TASK TO CARRY OUT = Each line below with the word "overflow" needs to be copied.

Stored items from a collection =
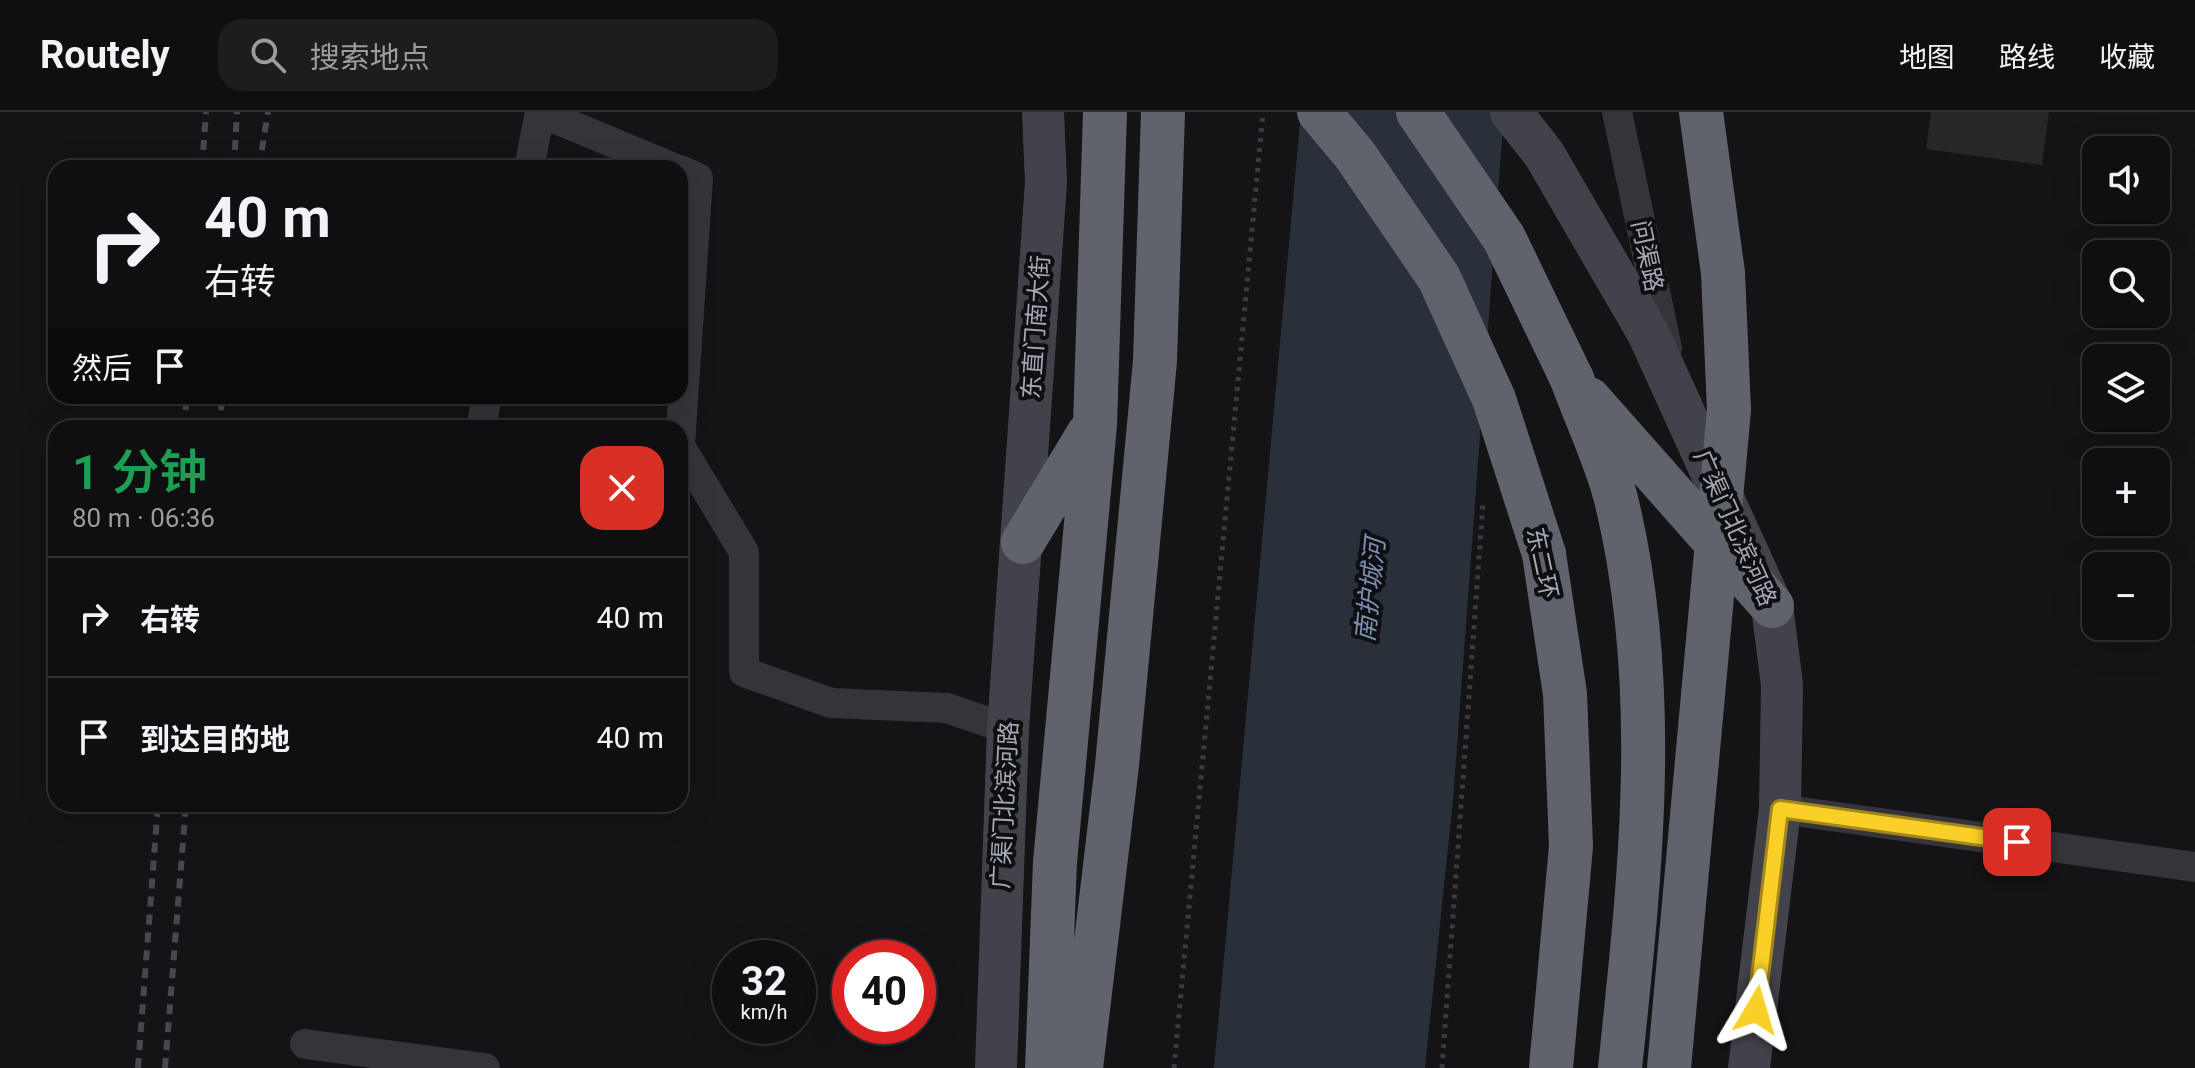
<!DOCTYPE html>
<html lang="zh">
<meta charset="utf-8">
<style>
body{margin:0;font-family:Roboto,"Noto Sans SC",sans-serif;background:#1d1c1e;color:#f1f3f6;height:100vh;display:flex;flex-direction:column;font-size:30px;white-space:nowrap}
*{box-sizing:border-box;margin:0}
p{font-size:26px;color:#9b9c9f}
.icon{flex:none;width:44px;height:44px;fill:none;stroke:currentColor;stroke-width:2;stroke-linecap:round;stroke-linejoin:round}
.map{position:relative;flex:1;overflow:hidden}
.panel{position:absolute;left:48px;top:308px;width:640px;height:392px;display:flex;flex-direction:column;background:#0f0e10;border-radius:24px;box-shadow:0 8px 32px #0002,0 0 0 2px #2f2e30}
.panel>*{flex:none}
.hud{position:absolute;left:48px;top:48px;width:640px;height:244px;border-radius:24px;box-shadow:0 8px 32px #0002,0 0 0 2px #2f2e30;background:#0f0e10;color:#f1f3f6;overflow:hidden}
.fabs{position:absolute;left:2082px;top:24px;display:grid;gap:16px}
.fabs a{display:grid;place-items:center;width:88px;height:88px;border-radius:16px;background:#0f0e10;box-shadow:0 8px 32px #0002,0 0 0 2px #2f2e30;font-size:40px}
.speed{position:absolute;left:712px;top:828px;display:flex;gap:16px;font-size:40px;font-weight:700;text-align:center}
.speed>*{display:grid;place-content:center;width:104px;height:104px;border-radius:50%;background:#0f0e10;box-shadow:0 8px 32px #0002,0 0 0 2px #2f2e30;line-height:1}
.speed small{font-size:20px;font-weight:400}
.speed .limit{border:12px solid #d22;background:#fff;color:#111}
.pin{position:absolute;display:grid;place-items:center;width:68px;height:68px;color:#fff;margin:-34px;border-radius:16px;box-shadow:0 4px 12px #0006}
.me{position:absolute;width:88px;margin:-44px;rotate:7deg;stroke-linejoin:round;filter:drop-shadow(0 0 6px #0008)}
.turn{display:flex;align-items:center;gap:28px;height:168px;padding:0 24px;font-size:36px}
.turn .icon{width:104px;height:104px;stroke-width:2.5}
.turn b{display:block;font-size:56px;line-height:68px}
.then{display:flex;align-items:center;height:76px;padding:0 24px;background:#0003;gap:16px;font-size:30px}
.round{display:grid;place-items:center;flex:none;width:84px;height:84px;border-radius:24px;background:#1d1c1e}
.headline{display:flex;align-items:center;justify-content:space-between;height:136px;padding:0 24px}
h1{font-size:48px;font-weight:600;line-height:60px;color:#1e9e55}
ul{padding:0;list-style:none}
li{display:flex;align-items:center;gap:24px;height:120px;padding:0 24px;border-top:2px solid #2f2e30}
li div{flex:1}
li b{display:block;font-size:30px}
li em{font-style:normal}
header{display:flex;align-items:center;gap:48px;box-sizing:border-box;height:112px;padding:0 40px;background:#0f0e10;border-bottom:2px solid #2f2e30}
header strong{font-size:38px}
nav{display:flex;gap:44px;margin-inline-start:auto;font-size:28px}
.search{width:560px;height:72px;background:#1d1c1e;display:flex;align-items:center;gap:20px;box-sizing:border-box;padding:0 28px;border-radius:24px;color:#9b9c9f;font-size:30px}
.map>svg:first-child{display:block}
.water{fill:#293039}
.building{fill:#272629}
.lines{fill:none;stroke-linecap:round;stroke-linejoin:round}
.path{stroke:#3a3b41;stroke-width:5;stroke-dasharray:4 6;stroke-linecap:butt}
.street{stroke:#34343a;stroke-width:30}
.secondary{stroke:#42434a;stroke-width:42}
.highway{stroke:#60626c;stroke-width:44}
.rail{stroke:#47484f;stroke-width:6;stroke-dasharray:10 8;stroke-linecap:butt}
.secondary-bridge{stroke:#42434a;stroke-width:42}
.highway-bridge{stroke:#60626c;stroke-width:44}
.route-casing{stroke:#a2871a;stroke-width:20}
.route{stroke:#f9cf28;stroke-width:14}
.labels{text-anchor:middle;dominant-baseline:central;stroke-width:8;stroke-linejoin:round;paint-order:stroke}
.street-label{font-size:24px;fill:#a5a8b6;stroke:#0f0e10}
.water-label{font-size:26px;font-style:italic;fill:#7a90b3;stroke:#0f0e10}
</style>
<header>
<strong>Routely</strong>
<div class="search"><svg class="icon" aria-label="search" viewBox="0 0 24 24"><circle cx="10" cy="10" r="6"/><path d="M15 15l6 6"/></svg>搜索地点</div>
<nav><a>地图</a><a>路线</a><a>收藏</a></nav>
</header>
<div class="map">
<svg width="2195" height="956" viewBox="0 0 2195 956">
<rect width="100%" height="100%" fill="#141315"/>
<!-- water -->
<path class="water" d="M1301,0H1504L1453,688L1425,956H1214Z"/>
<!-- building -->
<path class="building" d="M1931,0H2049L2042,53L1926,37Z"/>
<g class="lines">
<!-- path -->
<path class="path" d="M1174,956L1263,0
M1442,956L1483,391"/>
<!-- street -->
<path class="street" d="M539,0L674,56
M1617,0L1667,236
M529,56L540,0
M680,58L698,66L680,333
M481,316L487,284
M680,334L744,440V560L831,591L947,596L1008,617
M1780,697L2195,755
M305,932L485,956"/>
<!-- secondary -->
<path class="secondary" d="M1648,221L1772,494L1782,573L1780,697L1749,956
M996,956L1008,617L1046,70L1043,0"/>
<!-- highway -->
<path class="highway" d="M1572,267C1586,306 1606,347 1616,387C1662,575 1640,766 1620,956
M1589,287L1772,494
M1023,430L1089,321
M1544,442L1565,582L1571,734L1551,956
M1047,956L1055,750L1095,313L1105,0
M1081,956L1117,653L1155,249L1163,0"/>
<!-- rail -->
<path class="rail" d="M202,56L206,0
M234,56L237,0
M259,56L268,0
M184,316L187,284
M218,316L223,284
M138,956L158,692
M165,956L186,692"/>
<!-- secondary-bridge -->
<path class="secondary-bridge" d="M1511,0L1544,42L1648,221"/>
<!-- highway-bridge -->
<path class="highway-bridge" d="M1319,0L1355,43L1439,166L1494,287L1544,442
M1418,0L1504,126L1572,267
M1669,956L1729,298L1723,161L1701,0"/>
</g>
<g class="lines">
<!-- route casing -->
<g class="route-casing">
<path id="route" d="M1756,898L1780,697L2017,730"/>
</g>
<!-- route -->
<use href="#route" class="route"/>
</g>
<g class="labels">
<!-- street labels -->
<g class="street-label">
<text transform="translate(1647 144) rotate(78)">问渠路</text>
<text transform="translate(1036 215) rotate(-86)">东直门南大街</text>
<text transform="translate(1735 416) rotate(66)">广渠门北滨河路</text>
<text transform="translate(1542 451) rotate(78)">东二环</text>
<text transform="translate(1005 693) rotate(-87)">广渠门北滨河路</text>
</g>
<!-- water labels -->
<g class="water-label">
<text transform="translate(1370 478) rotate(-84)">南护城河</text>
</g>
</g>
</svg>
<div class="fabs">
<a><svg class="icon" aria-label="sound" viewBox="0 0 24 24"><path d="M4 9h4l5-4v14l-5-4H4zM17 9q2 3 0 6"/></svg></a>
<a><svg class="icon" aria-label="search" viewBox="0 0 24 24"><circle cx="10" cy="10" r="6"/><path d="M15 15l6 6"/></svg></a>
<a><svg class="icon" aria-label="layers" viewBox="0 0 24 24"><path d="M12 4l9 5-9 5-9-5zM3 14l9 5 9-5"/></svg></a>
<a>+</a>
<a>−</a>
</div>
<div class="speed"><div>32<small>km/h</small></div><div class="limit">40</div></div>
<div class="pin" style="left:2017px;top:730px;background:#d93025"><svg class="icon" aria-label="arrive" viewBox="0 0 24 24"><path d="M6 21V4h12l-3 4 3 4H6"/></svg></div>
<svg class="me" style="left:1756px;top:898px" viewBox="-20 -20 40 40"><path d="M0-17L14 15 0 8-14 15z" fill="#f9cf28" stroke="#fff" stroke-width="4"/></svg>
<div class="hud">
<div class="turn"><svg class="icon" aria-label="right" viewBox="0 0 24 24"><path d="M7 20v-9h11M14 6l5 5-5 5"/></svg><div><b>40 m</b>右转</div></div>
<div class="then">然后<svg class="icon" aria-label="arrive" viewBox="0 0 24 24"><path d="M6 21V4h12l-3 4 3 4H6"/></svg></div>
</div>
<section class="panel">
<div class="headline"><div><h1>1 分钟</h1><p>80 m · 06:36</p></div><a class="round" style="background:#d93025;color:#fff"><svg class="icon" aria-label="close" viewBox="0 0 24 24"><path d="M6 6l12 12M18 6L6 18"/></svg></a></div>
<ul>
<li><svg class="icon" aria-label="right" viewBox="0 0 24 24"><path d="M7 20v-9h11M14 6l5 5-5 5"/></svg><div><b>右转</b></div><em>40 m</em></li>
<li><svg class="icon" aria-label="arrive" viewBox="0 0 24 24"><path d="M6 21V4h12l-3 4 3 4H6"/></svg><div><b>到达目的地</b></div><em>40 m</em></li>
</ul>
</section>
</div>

WRITTEN RESPONSE =
.map{position:relative;flex:1;overflow:hidden}
.hud{position:absolute;left:48px;top:48px;width:640px;height:244px;border-radius:24px;box-shadow:0 8px 32px #0002,0 0 0 2px #2f2e30;background:#0f0e10;color:#f1f3f6;overflow:hidden}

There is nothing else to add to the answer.